Benchmark Minerals Intelligence expects cobalt demand to increase four-fold, rising to 219,679 metric tons by 2023 and 276,401 metric tons by 2028. Most of the world’s cobalt produced today is currently sourced as a by-product of copper or nickel mining, and the primary metal determines production criteria. Unfortunately, much of that cobalt comes from the conflict-ridden DRC.

Cobalt’s strategic importance to the EV and battery industries is undeniable. Facing growing demand and a looming supply deficit, the EV battery market could require new sources of cobalt that meet ethical standards. However, equally as important is cost-effective, commercial-scale battery-grade cobalt downstream processing capacity.

NICKEL

Battery-grade class-1 nickel is desperately needed for a North American electric-vehicle supply chain

Approximately 60% of the world’s known nickel resources are laterites.

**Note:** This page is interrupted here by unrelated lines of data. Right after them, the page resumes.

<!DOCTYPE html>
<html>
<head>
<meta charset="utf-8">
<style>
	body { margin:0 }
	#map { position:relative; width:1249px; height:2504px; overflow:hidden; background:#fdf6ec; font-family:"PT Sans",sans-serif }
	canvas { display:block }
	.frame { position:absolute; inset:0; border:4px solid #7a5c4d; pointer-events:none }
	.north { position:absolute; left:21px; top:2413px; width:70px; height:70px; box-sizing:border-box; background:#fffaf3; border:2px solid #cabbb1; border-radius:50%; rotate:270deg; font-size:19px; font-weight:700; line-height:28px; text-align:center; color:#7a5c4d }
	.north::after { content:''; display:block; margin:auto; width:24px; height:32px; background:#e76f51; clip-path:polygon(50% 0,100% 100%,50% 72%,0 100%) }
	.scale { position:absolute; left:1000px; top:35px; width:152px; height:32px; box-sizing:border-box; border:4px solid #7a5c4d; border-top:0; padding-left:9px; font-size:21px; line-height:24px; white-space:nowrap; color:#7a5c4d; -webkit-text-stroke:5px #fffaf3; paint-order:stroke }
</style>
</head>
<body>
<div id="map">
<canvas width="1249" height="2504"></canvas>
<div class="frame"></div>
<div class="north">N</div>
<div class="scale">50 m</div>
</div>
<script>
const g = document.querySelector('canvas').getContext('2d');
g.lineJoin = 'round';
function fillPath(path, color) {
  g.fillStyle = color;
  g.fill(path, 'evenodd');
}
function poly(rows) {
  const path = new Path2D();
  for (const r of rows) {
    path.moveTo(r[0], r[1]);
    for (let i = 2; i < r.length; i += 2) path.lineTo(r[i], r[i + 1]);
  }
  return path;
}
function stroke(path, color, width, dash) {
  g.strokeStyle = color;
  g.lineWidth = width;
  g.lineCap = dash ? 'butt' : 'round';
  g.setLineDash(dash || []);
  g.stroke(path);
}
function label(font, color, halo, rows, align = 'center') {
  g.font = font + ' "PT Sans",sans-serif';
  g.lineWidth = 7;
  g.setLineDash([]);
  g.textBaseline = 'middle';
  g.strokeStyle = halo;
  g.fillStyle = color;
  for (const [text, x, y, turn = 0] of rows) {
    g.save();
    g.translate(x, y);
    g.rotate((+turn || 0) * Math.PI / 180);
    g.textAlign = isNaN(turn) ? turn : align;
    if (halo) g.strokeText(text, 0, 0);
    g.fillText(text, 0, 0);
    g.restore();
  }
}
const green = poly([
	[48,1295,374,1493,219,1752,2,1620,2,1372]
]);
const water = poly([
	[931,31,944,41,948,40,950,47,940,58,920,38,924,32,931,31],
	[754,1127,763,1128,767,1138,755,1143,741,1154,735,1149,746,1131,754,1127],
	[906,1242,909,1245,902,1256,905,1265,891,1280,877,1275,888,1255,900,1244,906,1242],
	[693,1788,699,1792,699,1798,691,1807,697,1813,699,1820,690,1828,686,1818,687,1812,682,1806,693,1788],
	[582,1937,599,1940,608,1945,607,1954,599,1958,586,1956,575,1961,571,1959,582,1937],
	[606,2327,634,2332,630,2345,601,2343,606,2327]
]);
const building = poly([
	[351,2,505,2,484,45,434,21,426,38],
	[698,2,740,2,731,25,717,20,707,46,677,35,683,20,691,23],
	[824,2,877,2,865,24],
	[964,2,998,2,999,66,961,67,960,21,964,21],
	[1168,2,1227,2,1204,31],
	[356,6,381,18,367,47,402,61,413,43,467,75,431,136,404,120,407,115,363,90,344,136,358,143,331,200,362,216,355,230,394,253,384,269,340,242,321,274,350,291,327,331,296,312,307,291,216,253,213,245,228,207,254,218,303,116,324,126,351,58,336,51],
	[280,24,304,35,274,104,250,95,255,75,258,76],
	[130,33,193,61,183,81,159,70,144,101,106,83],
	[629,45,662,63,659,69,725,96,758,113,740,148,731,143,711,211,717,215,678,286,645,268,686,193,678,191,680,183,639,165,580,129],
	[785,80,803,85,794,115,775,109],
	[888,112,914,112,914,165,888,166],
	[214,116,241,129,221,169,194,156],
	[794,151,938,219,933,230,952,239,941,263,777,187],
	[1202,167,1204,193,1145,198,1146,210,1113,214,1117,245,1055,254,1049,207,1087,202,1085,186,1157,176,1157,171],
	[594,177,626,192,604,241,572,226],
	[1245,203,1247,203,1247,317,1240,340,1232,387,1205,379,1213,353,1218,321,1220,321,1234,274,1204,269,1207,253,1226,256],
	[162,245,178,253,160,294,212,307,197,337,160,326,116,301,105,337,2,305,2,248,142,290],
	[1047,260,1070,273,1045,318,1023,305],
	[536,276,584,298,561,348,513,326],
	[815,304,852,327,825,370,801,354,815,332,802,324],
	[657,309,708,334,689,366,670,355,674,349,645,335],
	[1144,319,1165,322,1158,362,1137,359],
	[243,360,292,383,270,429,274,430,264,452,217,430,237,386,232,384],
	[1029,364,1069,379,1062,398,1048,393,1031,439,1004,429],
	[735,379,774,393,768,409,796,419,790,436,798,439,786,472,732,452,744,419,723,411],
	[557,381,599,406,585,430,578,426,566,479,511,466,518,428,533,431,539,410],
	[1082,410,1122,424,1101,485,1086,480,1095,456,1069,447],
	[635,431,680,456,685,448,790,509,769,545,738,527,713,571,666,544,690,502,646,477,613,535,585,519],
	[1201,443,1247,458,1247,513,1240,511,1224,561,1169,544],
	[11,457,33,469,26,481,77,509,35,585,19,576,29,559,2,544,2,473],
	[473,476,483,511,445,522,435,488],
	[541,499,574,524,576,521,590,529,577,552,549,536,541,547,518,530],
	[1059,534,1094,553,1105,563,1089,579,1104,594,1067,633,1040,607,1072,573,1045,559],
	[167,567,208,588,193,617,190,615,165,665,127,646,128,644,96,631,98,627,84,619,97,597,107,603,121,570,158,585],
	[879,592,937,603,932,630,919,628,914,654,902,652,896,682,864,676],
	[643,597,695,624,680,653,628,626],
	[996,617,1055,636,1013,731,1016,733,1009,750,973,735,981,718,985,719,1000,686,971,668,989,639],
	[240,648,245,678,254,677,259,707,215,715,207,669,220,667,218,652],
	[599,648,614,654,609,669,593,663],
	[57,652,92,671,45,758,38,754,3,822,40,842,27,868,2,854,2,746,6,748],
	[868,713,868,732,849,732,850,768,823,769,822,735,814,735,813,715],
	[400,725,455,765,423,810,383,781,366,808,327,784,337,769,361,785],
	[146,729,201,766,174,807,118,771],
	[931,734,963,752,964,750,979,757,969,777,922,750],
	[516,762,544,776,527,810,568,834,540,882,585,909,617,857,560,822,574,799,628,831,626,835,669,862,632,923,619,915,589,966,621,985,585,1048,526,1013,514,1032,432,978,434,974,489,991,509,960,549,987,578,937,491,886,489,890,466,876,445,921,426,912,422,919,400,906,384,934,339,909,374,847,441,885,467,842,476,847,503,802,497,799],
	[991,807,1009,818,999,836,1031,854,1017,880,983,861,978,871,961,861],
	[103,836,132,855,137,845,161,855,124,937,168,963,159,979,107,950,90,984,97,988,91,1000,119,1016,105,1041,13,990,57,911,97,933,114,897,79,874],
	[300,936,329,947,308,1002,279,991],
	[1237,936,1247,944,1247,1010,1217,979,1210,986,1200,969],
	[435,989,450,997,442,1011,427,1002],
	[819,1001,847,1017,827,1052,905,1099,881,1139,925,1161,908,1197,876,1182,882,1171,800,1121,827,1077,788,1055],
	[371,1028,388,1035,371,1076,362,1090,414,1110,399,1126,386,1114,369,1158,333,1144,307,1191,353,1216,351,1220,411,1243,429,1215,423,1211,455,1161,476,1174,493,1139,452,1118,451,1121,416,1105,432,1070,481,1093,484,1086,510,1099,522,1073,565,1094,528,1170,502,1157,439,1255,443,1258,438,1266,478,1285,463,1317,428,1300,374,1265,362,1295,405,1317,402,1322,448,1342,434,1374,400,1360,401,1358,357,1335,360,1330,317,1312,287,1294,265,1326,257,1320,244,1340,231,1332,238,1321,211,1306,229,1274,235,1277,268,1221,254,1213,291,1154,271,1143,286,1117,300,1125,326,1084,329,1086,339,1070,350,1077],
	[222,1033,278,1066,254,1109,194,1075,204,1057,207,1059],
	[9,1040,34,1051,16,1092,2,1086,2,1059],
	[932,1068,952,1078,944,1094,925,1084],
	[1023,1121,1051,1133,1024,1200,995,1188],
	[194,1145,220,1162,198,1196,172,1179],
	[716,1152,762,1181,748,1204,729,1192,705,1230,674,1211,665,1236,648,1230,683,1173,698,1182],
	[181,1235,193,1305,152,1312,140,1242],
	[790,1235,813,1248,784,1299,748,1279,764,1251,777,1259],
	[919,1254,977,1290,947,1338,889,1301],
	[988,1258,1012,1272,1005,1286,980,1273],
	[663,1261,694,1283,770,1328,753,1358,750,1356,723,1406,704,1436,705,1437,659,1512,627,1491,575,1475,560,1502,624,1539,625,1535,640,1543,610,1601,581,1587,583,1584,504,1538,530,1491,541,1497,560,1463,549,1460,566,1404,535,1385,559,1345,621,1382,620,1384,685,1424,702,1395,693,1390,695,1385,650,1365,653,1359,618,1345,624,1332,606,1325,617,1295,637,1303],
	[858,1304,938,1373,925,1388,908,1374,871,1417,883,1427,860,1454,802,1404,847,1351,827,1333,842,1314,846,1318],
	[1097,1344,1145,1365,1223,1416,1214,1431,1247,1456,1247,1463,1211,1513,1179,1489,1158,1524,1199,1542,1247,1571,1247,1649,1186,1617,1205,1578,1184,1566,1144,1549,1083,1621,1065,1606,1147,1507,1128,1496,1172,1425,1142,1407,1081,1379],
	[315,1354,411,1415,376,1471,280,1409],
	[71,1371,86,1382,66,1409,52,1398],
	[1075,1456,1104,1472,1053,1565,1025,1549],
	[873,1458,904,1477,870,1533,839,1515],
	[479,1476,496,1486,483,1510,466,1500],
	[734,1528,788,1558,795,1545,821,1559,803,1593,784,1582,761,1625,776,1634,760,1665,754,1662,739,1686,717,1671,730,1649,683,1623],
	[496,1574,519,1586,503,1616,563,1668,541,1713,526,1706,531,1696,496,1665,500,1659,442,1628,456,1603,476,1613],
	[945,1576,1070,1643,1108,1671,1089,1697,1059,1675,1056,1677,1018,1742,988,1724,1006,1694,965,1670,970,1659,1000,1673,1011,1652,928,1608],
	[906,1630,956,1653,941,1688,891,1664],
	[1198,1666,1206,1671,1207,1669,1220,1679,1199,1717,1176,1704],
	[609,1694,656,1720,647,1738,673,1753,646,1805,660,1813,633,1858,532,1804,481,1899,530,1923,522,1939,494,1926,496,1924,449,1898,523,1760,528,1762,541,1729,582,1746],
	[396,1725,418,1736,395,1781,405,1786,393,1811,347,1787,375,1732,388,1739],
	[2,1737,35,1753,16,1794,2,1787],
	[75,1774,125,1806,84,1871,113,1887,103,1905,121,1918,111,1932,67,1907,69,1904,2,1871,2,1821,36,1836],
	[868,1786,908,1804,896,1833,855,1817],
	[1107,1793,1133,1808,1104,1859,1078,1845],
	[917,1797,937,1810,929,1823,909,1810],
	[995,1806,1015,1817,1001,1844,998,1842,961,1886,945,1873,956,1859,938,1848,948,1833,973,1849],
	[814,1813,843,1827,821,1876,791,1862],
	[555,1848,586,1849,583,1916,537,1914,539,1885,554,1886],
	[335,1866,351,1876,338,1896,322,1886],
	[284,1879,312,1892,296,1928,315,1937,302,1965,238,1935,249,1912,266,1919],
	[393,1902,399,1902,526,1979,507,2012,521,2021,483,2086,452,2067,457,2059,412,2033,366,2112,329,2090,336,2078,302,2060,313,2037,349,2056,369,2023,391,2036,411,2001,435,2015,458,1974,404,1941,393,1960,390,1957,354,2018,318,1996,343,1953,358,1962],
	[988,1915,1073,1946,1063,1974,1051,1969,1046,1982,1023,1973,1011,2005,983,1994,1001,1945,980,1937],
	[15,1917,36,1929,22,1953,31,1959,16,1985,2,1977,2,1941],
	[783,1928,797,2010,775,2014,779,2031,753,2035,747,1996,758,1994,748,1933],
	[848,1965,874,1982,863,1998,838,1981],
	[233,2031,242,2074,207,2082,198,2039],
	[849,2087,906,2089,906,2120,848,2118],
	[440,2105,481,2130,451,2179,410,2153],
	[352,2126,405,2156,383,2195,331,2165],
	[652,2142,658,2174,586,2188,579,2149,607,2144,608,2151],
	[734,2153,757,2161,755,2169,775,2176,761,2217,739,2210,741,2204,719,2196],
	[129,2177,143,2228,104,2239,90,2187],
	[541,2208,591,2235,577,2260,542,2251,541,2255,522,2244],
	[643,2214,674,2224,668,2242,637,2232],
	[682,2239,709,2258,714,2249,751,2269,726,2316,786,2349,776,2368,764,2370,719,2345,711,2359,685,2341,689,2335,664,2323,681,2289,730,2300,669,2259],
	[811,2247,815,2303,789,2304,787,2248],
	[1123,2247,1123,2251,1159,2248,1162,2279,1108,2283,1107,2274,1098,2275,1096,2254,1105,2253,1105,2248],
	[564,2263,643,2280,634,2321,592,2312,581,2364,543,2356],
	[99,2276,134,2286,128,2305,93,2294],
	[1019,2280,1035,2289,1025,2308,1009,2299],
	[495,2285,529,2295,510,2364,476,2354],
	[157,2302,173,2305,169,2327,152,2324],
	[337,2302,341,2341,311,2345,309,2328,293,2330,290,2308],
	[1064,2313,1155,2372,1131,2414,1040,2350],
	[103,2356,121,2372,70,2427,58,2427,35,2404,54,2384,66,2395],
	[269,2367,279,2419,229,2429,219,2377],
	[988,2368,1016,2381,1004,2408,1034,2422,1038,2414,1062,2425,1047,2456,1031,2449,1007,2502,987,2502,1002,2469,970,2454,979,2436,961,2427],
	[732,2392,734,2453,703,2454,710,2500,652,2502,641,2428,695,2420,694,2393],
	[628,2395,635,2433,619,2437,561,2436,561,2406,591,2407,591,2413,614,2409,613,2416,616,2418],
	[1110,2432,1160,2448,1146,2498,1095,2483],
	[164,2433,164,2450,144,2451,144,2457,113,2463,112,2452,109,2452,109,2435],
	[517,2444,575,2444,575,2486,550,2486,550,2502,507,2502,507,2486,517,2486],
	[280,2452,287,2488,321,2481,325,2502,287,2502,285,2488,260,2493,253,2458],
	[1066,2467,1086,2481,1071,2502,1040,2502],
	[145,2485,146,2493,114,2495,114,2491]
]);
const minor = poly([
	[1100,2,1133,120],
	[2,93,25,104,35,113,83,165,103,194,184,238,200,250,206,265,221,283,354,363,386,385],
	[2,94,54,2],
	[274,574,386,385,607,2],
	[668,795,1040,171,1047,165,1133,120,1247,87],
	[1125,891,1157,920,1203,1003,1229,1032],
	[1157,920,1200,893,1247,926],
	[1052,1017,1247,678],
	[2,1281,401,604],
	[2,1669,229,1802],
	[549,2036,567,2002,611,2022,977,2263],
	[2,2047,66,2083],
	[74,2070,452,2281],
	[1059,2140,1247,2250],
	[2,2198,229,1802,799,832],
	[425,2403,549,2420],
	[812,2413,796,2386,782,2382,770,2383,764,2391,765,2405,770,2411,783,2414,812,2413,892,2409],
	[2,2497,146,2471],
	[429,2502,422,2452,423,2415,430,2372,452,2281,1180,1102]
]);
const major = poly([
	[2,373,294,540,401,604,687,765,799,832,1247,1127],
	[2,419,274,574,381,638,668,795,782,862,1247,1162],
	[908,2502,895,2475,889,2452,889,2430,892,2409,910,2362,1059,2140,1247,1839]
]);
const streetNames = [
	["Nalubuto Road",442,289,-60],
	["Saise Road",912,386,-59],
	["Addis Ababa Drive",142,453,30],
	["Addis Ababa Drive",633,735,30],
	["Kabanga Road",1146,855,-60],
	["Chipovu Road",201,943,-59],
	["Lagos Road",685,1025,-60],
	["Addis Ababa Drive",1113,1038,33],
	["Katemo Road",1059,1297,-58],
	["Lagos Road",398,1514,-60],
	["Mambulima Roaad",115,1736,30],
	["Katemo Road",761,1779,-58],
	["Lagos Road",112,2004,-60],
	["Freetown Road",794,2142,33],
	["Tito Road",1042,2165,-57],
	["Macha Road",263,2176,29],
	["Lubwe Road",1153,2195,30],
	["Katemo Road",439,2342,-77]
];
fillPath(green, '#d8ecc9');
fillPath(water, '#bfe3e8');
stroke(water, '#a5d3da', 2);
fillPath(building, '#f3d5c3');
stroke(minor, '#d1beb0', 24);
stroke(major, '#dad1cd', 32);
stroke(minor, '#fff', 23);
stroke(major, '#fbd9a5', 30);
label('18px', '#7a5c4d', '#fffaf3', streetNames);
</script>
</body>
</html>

The technology for producing battery-grade nickel from nickel laterite ores is — despite being available since the late 1950s — unreliable.  There is no simple separation technique for nickel laterites. The rock must be completely molten or dissolved to enable nickel extraction. As a result, laterite projects require large economies of scale at higher capital cost per unit of capacity to be viable. They are also generally much higher cash-cost producers than sulphide operations. Separating and purifying the nickel/cobalt solution is done by solvent extraction and electrowinning.